• EXERCISE AIM: Which lines in the listing below contain the word "overflow"? Copy each one.

• EXTRACTED RECORDS:
┄┄┄┄┄┄┄┄┄┄┄┄┄┄┄┄┄┄┄┄
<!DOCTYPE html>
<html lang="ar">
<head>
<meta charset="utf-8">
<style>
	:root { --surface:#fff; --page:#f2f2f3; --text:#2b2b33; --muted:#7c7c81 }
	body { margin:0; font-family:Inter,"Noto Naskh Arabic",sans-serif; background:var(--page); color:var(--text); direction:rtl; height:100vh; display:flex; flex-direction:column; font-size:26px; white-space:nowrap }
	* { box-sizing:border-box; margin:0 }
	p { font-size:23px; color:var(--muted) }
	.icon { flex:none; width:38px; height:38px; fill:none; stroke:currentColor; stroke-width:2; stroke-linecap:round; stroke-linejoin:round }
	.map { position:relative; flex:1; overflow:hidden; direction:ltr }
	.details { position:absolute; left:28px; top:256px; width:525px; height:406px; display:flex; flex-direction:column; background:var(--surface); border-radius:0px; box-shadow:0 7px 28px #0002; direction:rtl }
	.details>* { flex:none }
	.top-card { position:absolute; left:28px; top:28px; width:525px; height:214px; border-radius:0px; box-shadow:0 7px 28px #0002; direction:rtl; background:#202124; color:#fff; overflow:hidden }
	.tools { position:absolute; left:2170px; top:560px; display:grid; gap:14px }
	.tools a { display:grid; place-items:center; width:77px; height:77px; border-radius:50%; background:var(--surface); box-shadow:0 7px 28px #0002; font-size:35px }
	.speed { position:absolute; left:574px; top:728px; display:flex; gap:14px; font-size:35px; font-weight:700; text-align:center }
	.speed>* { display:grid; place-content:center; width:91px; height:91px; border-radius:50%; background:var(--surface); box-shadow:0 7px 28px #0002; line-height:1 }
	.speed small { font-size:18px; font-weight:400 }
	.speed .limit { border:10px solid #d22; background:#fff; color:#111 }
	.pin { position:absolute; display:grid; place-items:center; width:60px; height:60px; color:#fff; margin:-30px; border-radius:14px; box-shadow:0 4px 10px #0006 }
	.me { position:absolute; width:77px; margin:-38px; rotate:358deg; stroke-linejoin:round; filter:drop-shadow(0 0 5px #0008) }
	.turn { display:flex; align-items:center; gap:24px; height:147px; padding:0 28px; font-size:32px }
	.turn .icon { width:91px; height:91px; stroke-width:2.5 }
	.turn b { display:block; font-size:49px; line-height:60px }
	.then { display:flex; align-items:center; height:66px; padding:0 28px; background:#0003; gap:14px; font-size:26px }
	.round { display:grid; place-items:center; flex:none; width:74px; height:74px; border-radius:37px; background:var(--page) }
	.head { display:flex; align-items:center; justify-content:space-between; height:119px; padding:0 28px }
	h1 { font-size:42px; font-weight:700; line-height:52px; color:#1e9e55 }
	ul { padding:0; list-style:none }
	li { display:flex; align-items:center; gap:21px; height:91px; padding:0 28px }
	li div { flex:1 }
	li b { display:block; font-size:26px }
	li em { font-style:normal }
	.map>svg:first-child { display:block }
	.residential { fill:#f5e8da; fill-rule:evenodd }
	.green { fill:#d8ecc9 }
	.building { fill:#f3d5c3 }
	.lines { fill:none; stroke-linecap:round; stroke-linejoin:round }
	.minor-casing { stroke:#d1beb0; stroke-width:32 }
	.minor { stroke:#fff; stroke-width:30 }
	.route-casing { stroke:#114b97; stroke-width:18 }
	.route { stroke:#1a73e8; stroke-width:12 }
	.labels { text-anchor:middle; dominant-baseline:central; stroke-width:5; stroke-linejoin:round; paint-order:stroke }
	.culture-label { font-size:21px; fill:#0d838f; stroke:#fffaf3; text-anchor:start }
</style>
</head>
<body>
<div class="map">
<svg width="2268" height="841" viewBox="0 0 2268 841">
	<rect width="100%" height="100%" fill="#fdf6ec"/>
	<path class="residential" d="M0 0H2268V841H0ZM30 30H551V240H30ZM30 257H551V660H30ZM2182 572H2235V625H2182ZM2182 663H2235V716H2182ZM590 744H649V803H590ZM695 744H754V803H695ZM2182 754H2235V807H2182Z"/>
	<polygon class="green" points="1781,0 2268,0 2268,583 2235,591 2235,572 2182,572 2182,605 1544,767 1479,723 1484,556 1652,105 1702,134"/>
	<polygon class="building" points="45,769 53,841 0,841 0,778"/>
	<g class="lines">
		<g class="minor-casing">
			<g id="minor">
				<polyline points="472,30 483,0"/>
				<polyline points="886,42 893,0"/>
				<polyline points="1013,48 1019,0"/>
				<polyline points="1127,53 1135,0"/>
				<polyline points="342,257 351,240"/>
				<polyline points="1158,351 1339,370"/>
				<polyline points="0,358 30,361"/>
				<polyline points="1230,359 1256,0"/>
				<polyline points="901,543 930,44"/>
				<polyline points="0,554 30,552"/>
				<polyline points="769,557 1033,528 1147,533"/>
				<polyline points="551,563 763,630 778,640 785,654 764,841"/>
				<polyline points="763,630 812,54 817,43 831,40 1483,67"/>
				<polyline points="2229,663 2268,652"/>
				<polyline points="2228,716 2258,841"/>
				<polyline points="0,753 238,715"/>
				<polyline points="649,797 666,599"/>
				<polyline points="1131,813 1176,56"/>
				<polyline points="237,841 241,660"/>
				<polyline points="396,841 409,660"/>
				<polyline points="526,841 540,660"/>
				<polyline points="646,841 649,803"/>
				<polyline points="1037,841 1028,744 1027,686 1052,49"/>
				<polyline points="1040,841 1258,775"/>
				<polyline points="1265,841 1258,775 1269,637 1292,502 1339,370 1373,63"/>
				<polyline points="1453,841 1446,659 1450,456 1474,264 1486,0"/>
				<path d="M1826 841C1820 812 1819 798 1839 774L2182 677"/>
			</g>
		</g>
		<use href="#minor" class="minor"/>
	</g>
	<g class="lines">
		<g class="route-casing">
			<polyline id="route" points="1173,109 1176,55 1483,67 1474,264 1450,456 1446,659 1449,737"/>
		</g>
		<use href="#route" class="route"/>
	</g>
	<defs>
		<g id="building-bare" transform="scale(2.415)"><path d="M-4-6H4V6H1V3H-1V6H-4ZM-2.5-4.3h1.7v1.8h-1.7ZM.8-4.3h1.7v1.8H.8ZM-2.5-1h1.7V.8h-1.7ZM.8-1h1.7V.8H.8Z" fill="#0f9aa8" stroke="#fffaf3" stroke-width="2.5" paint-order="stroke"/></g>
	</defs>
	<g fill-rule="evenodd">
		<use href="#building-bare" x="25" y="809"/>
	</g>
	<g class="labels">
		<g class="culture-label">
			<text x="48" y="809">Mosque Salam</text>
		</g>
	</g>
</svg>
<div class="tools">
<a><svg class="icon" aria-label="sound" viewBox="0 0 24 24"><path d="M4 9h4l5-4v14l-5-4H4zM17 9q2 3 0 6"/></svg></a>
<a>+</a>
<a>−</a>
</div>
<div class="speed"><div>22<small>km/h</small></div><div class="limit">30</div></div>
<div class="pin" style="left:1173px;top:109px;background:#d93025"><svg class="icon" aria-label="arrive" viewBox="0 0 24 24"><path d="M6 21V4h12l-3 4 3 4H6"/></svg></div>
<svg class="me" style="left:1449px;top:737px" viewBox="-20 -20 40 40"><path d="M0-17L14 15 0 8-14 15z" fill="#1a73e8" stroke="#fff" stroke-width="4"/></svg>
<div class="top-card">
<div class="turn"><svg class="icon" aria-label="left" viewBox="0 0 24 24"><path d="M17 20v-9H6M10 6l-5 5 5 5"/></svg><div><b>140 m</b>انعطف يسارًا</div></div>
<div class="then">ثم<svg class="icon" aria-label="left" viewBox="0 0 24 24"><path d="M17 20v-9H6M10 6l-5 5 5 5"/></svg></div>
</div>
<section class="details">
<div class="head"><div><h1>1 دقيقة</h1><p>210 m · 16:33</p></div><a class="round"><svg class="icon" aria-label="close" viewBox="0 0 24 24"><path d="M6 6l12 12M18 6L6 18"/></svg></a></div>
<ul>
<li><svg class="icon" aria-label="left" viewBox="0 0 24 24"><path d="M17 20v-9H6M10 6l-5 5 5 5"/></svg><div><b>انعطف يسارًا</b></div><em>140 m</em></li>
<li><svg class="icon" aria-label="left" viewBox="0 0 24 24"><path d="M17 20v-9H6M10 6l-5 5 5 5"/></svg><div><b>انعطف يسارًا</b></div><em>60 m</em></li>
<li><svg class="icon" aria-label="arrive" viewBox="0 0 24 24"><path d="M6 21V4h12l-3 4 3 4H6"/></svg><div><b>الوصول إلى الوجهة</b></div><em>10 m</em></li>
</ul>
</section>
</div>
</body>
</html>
┄┄┄┄┄┄┄┄┄┄┄┄┄┄┄┄┄┄┄┄
• RESULT:
	.map { position:relative; flex:1; overflow:hidden; direction:ltr }
	.top-card { position:absolute; left:28px; top:28px; width:525px; height:214px; border-radius:0px; box-shadow:0 7px 28px #0002; direction:rtl; background:#202124; color:#fff; overflow:hidden }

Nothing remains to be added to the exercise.